You’d think the explosive potential of the Kendalls’ circumstances had already decimated them into a fractured house with idle dreams and too much stock in a past long gone, but there’s always room for more. They’d been holding together by a thread and that delicate balance has suddenly unraveled. The question of whether Elaine can continue caring for DeeDee reappears; Kent’s obvious drug habit spirals out-of-control; Todd’s anger coming from a place of love has become unwieldy to the point of isolation; and Ed is so numb to everything that he doesn’t need to drink anymore to find himself sleepwalking without a purpose. This is make-or-break time: either they steel themselves to the prospect of buckling down for more tragedy or they finally give up hope.

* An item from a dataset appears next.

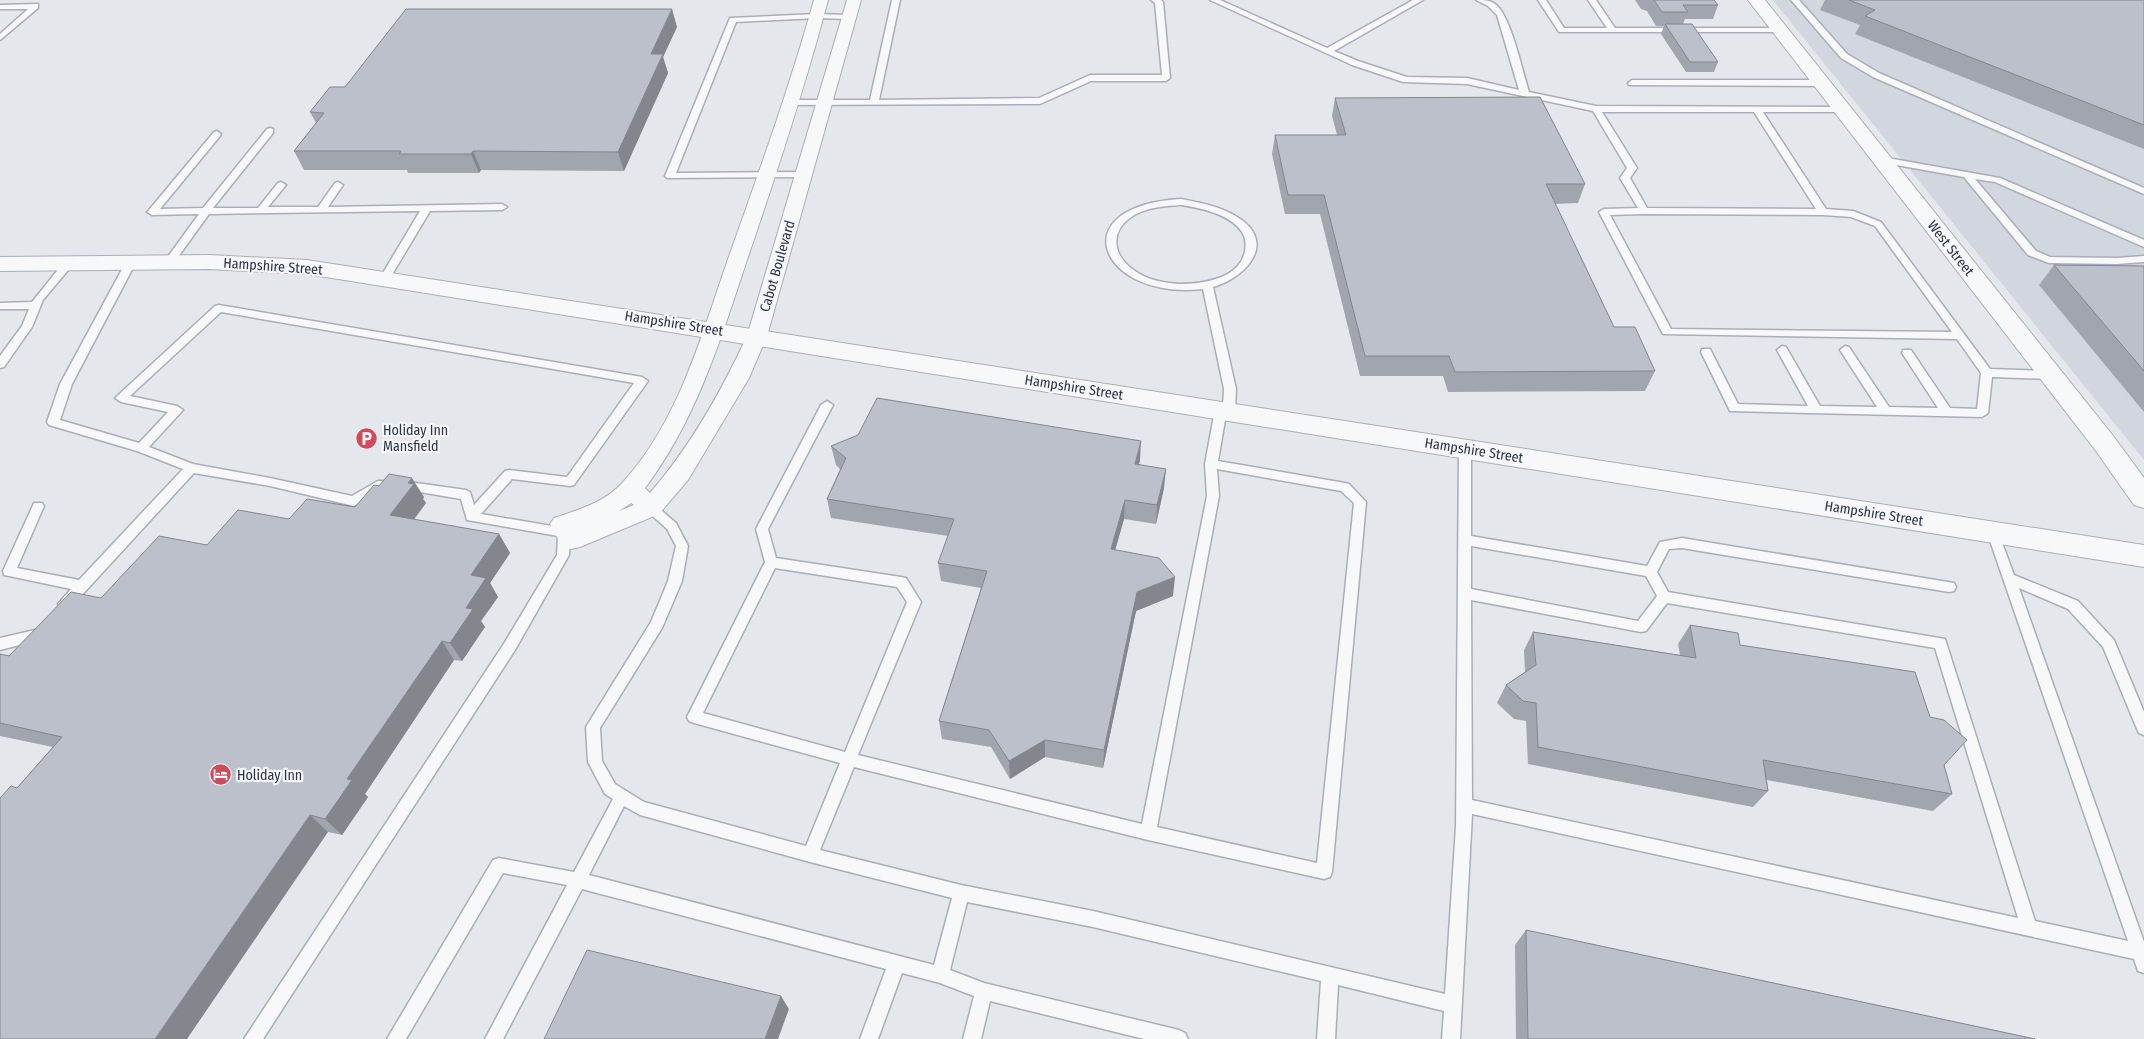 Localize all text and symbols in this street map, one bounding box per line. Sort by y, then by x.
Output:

It’s a heartbreaking trajectory containing very affecting scenes. Some of the particulars pile on more “taboos” than maybe one film should carry—see Kent’s demons—but everything that occurs does so in order for the cast to earn their salaries. Rossi, the necessary sympathetic heart and soul during the entire run of Sons of Anarchy, for example brings much-needed complexity to his forgotten son. The desire for appreciation is so ingrained that his Todd can appear juvenile when confronting his parents today because he never received their attention as a child. We infer their hands were so full with DeeDee that Kent’s local legend status on the diamond left little room for their other boy. And yet no one is a bigger champion of his brother than Todd.
When Rossi and Harney finally get together to air their frustrations towards the end we can feel the power of their release. Actions can be dismissed as “going too Irish,” but they lose little impact in the joke. It’s a great turn from Harney too, one we don’t often get to see out of the character actor. He’s in full control of Ed with every emotion still visible behind the blank stares of a man defeated. To watch his shyness when confronted by Elaine about issues of intimacy is to see true inadequacy—his seeing her remain so strong while he merely disappeared a fact he cannot forgive. And boy is Allen on the top of her game in those moments. Heck, she is a force throughout this picture with an unquenchable maternal fire.
If there was one detail in Bad Hurt that did distract me, it wasn’t the soaring fits of melodrama many will surely use to diminish the film’s emotional resonance. No, it’s Ashley Williams‘ Jessie. I think Williams does a great job and I do get the character’s purpose as far as Todd’s evolution goes, but on a script level she sticks out like a sore thumb. Not only is she the stranger seeking a fresh start that’s never elaborated upon, but she also pops up here and there during seminal Kendall family moments to remain relevant. But we know why she’s here the second she hits the screen so every instance afterwards not working towards that goal seems false—a lone pawn amongst an otherwise well-drawn world.
Bad Hurt hits limited release on Friday, February 12.